Granted, the case with SDAs is unique among the cults in that they have had more evangelical exposure, but at its core it manifests all the traits of a cult.

Reactions: Like 4 | Informative 3


----------



## Wayne (Jun 6, 2017)

Present Truth Magazine [http://www.presenttruthmag.com] is focused on an SDA audience and has been around some 40 years or more. It would be somewhat representative of the more evangelical wing.

Reactions: Like 1


----------



## Dachaser (Jun 6, 2017)

MW said:


> Anecdotal stories of personal experience will not answer the question within the reformed framework of the doctrine of the church and its marks. We cannot judge a church by individual people. For all we know the people might be the exception rather than the rule, and they might be the exception because they have been influenced by others. What does the "church" teach? Seventh day adventist teaching is characterised by the fundamental marks of a cult.
> 
> 1. Teaching a different way of salvation.
> 2. Claiming to be the one true church.
> ...


They would be right about the trinity, but their other main doctrines held would go against the scriptures, and how they view salvation and the role of Ellen White is about same as the JW/Mormons would see it, so qualifies as a Cult...


----------



## jwithnell (Jun 6, 2017)

This is an odd duck. It appears entire congregations are evangelical. I wonder if their convictions on a Saturday sabbath keep them in the fold?


----------



## Dachaser (Jun 6, 2017)

jwithnell said:


> This is an odd duck. It appears entire congregations are evangelical. I wonder if their convictions on a Saturday sabbath keep them in the fold?


They had a small uprising in their ranks few decades ago, as think their Sda theologian Desmond Ford tried to get them to stop seeing Ellen White as a modern prophetess, and to try to have More Gospel of saved by grace alone, through faith alone, but he then ended up splitting off a smaller group...

Reactions: Like 1 | Informative 1


----------



## MW (Jun 6, 2017)

Dachaser said:


> They would be right about the trinity, but their other main doctrines held would go against the scriptures, and how they view salvation and the role of Ellen White is about same as the JW/Mormons would see it, so qualifies as a Cult...



They are not "quite" right about the Trinity. While modern statements of belief express the doctrine of the Trinity, (1) even these statements are questionably worded; (2) it was not a part of their identity at their founding, and anti-trinitarianism has been a part of their history; (3) it continues to be a divisive issue, and (4) they hold to "no creed but Christ," which means this doctrinal statement does not function as a proper confession of the church's belief in the traditional sense.

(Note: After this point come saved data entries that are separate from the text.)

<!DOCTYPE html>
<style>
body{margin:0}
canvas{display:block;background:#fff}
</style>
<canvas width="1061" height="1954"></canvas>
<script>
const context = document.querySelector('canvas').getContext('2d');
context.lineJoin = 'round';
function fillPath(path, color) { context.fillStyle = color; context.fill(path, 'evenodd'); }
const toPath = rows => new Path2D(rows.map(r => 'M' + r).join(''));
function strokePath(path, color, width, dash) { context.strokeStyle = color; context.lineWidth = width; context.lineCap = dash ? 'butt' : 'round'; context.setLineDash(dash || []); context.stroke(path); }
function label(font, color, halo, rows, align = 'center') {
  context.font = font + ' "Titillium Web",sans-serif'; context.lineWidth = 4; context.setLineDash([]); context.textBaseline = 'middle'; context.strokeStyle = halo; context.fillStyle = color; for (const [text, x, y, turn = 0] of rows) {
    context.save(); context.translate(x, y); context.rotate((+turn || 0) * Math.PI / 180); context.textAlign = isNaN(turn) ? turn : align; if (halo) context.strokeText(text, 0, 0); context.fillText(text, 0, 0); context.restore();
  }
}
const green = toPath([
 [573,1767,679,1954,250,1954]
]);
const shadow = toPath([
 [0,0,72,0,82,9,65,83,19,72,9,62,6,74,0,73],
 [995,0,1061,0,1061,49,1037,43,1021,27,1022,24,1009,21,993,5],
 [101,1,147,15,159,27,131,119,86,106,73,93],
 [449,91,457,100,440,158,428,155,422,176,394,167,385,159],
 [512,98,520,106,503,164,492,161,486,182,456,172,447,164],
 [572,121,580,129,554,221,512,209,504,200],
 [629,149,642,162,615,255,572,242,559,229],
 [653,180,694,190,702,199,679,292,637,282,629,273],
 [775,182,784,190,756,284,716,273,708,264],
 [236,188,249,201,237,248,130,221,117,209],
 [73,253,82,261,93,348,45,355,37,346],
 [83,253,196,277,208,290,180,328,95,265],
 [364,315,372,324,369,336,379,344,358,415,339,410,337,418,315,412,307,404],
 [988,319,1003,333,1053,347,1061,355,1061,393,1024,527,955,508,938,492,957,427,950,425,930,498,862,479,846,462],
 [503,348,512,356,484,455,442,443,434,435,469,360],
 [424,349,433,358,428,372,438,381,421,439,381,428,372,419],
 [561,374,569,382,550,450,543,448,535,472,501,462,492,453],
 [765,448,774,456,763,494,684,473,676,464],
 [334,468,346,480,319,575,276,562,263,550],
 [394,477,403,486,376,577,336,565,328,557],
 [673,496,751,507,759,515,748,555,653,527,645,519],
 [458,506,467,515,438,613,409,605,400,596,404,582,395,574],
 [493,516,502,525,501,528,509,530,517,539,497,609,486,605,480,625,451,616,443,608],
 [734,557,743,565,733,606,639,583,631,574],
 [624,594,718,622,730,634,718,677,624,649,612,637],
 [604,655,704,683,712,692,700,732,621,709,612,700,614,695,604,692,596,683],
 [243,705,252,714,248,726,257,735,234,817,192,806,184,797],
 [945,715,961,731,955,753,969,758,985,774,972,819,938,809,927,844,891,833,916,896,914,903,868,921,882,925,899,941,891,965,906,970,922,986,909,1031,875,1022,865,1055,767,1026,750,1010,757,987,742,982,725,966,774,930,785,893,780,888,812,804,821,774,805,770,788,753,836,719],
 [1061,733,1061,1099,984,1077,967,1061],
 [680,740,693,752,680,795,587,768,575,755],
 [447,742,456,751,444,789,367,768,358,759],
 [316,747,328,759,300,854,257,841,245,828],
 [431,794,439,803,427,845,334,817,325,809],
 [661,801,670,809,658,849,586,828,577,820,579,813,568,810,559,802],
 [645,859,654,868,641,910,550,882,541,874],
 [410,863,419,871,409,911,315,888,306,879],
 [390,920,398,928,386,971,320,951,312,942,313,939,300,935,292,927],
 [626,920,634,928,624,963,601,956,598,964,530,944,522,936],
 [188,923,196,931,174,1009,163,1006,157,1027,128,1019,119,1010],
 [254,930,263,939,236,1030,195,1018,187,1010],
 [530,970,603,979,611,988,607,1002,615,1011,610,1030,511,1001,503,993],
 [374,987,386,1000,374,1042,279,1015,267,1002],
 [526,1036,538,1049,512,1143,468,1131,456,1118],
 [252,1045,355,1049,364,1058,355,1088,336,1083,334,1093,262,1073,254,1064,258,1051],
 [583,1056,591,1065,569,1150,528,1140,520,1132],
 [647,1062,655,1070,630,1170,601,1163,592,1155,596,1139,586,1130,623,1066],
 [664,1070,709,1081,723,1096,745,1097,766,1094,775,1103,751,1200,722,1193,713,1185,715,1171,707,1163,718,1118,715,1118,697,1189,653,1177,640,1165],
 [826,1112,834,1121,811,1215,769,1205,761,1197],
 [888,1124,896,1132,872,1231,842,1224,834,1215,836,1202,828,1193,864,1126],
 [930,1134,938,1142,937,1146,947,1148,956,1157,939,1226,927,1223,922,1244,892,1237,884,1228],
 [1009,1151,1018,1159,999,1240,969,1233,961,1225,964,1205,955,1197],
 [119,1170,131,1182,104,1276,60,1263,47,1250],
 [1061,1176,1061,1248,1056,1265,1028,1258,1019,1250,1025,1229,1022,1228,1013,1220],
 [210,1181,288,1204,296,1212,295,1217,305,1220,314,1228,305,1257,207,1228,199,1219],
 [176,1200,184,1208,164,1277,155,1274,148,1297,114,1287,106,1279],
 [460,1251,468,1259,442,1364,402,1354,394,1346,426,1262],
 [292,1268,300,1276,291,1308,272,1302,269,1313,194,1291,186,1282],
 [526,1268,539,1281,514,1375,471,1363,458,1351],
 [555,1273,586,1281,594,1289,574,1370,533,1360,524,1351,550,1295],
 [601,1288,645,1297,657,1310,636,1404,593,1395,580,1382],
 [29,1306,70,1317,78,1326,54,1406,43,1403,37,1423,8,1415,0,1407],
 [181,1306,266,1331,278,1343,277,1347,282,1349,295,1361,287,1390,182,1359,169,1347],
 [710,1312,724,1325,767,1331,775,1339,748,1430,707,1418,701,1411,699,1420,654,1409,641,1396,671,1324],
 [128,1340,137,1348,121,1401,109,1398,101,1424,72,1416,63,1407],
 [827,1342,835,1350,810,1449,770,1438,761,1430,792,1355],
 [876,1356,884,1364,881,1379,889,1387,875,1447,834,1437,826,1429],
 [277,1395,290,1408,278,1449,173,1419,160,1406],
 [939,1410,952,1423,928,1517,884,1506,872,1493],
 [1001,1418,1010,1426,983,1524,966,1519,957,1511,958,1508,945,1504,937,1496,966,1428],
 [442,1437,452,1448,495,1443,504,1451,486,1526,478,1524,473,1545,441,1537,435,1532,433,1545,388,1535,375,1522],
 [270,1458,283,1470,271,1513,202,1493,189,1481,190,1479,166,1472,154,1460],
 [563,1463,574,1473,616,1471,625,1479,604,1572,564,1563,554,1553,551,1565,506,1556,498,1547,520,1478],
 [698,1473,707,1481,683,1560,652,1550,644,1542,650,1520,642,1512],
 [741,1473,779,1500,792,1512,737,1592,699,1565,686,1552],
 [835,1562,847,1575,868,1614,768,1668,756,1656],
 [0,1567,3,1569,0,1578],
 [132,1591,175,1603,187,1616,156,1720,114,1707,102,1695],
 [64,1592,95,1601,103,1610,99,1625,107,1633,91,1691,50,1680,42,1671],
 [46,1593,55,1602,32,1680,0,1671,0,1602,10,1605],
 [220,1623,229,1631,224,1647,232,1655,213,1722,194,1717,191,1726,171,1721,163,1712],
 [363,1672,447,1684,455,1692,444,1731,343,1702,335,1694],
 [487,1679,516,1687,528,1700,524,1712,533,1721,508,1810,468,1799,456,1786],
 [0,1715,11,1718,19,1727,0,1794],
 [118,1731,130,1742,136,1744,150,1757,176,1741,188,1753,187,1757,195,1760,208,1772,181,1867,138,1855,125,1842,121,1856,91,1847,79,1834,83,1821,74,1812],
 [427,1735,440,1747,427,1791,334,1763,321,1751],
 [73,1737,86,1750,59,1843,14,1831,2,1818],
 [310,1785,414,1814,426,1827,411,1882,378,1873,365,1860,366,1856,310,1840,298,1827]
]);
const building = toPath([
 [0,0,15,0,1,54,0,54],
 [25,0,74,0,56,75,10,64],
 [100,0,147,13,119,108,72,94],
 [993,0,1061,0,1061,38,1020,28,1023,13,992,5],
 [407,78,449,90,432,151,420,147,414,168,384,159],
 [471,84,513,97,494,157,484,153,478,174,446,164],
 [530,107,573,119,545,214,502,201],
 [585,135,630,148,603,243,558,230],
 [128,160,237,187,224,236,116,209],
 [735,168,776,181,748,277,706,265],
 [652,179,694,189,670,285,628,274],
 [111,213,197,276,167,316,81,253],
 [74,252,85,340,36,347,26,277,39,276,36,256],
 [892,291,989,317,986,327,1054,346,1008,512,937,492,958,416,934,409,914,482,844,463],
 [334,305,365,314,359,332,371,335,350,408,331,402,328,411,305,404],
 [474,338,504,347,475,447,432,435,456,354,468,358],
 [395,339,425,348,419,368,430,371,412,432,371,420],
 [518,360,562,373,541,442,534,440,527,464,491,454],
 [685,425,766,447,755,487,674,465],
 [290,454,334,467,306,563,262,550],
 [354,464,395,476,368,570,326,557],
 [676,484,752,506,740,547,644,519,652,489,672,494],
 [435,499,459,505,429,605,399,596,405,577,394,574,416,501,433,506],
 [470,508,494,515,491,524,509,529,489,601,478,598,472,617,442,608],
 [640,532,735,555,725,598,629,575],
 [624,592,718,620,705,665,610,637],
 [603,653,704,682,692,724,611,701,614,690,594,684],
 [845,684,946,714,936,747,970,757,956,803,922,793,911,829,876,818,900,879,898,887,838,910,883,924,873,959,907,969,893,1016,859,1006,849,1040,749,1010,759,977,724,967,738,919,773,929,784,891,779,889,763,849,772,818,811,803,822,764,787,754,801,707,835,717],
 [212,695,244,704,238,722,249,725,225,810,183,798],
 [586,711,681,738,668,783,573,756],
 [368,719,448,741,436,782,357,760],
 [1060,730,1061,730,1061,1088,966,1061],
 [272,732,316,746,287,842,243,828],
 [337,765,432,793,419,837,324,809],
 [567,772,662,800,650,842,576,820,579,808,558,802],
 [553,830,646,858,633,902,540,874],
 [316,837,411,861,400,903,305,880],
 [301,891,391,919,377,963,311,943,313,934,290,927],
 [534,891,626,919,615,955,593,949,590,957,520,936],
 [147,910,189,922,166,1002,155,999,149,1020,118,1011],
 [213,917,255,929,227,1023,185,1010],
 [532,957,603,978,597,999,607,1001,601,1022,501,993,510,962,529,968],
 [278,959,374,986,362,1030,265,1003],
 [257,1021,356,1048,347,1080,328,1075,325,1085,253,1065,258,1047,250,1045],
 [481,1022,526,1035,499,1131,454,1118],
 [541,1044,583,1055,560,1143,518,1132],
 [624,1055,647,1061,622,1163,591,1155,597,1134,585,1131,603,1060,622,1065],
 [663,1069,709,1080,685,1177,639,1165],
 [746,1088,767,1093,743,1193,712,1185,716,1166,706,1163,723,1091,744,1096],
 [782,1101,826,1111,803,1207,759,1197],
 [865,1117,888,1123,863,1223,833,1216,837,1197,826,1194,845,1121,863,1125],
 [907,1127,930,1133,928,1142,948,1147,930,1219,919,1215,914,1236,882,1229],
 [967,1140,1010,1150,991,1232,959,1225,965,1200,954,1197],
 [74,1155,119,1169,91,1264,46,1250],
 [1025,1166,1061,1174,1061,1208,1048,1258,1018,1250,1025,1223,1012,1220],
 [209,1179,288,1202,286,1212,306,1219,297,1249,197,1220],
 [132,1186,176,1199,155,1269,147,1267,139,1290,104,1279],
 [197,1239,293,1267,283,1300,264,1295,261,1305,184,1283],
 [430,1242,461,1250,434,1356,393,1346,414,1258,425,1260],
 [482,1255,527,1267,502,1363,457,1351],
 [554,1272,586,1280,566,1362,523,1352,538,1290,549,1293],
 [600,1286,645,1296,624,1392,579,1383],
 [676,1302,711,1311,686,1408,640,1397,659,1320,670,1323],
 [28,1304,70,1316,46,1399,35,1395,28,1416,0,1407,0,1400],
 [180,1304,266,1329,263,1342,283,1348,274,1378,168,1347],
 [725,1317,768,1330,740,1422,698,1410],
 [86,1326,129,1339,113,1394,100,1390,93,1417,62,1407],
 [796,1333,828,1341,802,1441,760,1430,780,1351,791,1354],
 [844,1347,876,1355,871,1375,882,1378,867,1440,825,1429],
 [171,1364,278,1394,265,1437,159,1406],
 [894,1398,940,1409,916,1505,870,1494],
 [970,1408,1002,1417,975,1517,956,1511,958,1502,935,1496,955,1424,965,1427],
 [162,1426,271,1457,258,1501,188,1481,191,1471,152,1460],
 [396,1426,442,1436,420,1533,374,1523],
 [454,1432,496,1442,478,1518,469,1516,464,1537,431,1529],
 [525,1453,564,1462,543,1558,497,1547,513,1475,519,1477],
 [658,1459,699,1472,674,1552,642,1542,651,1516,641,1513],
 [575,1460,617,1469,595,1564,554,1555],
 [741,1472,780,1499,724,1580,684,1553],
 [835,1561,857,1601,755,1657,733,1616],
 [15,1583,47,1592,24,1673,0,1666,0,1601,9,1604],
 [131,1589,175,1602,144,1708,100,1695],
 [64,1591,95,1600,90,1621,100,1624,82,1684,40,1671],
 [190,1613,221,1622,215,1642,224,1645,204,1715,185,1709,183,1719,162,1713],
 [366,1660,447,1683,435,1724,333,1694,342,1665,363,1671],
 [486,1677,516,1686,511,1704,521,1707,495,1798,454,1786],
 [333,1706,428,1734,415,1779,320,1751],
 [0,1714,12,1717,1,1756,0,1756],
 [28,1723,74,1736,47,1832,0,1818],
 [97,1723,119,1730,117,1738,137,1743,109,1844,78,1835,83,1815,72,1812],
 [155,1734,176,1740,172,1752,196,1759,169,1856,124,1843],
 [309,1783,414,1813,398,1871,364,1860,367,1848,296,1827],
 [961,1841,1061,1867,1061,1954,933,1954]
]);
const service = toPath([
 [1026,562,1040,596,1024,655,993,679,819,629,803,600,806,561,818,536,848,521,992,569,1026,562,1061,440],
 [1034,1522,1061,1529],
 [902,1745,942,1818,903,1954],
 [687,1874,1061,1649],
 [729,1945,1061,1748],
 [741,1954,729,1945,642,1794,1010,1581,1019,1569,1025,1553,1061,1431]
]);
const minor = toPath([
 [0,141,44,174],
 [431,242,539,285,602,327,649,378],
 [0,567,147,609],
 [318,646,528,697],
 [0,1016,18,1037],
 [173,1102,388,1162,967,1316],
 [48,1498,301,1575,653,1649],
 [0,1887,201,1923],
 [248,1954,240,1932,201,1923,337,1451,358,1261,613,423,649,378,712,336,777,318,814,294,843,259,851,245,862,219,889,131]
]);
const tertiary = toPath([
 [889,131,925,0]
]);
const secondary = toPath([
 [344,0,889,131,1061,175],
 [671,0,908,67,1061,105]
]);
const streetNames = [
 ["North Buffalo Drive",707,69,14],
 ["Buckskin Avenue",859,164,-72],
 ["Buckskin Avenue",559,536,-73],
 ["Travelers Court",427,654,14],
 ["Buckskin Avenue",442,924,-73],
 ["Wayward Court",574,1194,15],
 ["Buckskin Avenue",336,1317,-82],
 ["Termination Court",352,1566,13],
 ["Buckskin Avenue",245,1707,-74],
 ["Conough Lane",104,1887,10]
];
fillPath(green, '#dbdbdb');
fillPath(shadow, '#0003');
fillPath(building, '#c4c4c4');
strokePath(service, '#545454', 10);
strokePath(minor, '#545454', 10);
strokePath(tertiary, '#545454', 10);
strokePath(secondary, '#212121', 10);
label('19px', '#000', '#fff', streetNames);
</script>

Reactions: Like 1 | Informative 1


----------



## Dachaser (Jun 7, 2017)

MW said:


> They are not "quite" right about the Trinity. While modern statements of belief express the doctrine of the Trinity, (1) even these statements are questionably worded; (2) it was not a part of their identity at their founding, and anti-trinitarianism has been a part of their history; (3) it continues to be a divisive issue, and (4) they hold to "no creed but Christ," which means this doctrinal statement does not function as a proper confession of the church's belief in the traditional sense.



Know that there were some problems with it appearing that at times they seem to hold to Jesus being Michael...
They would see Him as Michael, but as the One who was Captain of the Army pf the Lord....


----------



## Rich Koster (Jun 7, 2017)

My contact with a co-worker named Eric gave me the impression that they are modern day Judaizers, except they emphasized being overall law keepers (OT dietary & civil, and American laws, such as speed limits etc...) not circumcision. He didn't believe you are saved by this, but since you are saved you must obey their list.


----------



## earl40 (Jun 8, 2017)

Dachaser said:


> Know that there were some problems with it appearing that at times they seem to hold to Jesus being Michael...
> They would see Him as Michael, but as the One who was Captain of the Army pf the Lord....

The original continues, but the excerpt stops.